Given a correlation matrix and optionally the sample class information, calculates the median correlations of each sample to all other samples in the same class. May be useful for determining outliers.

Usage

median_correlations(cor_matrix, sample_classes = NULL, between_classes = FALSE)

Arguments

cor_matrix

the sample - sample correlations

sample_classes

the sample classes as a character or factor

between_classes

should the between class correlations be evaluated?

Details

The data.frame may have 5 columns, first three are always present, the second two come up if between_classes = TRUE:

med_cor

the median correlation with other samples

sample_id

the sample id, either the rowname or an index

sample_class

the class of the sample. If not provided, set to "C1"

compare_class

the class of the other sample

plot_class

sample_class::compare_class for easy grouping

Value

data.frame


fraction of outliers

Description

Calculates the fraction of entries in each sample that are more than X standard deviations from the trimmed mean. See Details.

Usage

outlier_fraction(
  data,
  sample_classes = NULL,
  n_trim = 3,
  n_sd = 5,
  remove_missing = NA
)

Arguments

data

the data matrix (samples are columns, rows are features)

sample_classes

the sample classes

n_trim

how many features to trim at each end (default is 3)

n_sd

how many SD before treated as outlier (default is 5)

remove_missing

what missing values be removed before calculating? (default is NA)

Details

Based on the Gerlinski paper link for each feature (in a sample class), take the range across all the samples, remove the n_trim lowest and highest values, and calculate the mean and sd, and the actual upper and lower ranges of n_sd from the mean. For each sample and feature, determine if within or outside that limit. Fraction is reported as the number of features outside the range.

Returns a data.frame with:

sample_id

the sample id, rownames are used if available, otherwise this is an index

sample_class

the class of the sample if sample_classes were provided, otherwise given a default of "C1"

frac

the actual outlier fraction calculated for that sample

Value

data.frame


cluster and reorder

Description

given a matrix (maybe a distance matrix), cluster and then re-order using dendsort.

Usage

similarity_reorder(
  similarity_matrix,
  matrix_indices = NULL,
  transform = "none",
  hclust_method = "complete",
  dendsort_type = "min"
)

Arguments

similarity_matrix

matrix of similarities

matrix_indices

indices to reorder

transform

should a transformation be applied to the data first

hclust_method

which method for clustering should be used?

dendsort_type

how should the reordering be done? (default is "min")

Value

a dendrogram object. To get the order use order.dendogram.


reorder by sample class

Description

to avoid spurious visualization problems, it is useful in a heatmap visualization to reorder the samples within each sample class. This function uses hierarchical clustering and dendsort to sort entries in a distance matrix.

Usage

similarity_reorderbyclass(
  similarity_matrix,
  sample_classes = NULL,
  transform = "none",
  hclust_method = "complete",
  dendsort_type = "min"
)

Arguments

similarity_matrix

matrix of similarities between objects

sample_classes

data.frame or factor denoting classes

transform

a transformation to apply to the data

hclust_method

which method for clustering should be used

dendsort_type

how should dendsort do reordering?

Details

The similarity_matrix should be either a square matrix of similarity values or a distance matrix of class dist. If your matrix does not encode a "true" distance, you can use a transform to turn it into a true distance (for example, if you have correlation, then a distance would be 1 - correlation, use "sub_1" as the transform argument).

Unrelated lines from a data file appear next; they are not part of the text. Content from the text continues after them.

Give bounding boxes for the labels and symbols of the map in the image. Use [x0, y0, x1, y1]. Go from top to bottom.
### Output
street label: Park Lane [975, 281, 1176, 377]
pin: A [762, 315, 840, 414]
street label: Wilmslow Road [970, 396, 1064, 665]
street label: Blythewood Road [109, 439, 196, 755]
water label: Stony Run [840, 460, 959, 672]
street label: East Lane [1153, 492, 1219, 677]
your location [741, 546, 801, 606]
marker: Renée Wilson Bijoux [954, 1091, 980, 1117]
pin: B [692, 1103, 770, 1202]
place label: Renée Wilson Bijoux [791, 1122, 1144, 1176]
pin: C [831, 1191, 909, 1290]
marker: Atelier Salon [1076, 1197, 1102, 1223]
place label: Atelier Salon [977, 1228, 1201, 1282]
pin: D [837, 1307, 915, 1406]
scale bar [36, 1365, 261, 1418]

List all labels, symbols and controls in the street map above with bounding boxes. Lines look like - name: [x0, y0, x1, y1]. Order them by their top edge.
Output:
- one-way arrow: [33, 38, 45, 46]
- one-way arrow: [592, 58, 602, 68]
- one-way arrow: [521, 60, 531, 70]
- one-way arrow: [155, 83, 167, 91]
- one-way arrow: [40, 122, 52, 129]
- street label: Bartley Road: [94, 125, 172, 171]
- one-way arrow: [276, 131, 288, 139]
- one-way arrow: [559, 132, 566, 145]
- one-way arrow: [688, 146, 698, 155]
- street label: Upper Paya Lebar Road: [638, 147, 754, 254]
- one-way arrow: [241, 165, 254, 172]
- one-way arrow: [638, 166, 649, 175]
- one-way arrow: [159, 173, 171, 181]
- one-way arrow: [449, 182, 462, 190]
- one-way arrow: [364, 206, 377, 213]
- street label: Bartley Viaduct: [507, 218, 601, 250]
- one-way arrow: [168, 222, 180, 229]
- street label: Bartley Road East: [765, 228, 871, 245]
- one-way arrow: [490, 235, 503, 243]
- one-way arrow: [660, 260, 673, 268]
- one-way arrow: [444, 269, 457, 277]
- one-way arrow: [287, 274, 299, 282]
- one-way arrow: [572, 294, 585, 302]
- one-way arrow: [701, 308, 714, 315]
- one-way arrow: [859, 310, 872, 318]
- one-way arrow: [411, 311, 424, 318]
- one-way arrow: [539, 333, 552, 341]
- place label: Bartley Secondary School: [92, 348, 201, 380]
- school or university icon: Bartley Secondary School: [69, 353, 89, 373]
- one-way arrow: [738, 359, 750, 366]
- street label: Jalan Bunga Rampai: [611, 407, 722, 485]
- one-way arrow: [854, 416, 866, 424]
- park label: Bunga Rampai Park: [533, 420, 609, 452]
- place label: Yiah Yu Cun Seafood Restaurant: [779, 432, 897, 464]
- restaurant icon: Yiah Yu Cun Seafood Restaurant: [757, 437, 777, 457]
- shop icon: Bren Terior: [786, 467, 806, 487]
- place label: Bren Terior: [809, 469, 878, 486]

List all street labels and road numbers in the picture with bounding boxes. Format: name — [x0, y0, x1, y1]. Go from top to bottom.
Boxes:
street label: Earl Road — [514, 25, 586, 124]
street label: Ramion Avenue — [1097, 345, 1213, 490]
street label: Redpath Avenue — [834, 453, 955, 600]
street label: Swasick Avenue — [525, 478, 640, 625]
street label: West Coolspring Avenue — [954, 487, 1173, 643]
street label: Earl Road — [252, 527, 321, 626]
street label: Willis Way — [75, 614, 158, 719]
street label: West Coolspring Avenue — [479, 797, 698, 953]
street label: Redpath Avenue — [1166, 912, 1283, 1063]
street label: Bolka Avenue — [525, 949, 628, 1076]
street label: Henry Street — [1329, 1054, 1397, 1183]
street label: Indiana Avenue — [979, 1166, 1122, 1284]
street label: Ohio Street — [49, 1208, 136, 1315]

The sample_classes should be either a data.frame or factor argument. If a data.frame is passed, all columns of the data.frame will be pasted together to create a factor for splitting the data into groups. If the rownames of the data.frame do not correspond to the rownames or colnames of the matrix, then it is assumed that the ordering in the matrix and the data.frame are identical.

Value

a list containing the reordering of the matrix in a:

  1. dendrogram

  2. numeric vector

  3. character vector (will be NULL if rownames are not set on the matrix)

Examples

library(visualizationQualityControl)
set.seed(1234)
mat <- matrix(rnorm(100, 2, sd = 0.5), 10, 10)
rownames(mat) <- colnames(mat) <- letters[1:10]
neworder <- similarity_reorderbyclass(mat)
mat[neworder$indices, neworder$indices]

sample_class <- data.frame(grp = rep(c("grp1", "grp2"), each = 5), stringsAsFactors = FALSE)
rownames(sample_class) <- rownames(mat)
neworder2 <- similarity_reorderbyclass(mat, sample_class[, "grp", drop = FALSE])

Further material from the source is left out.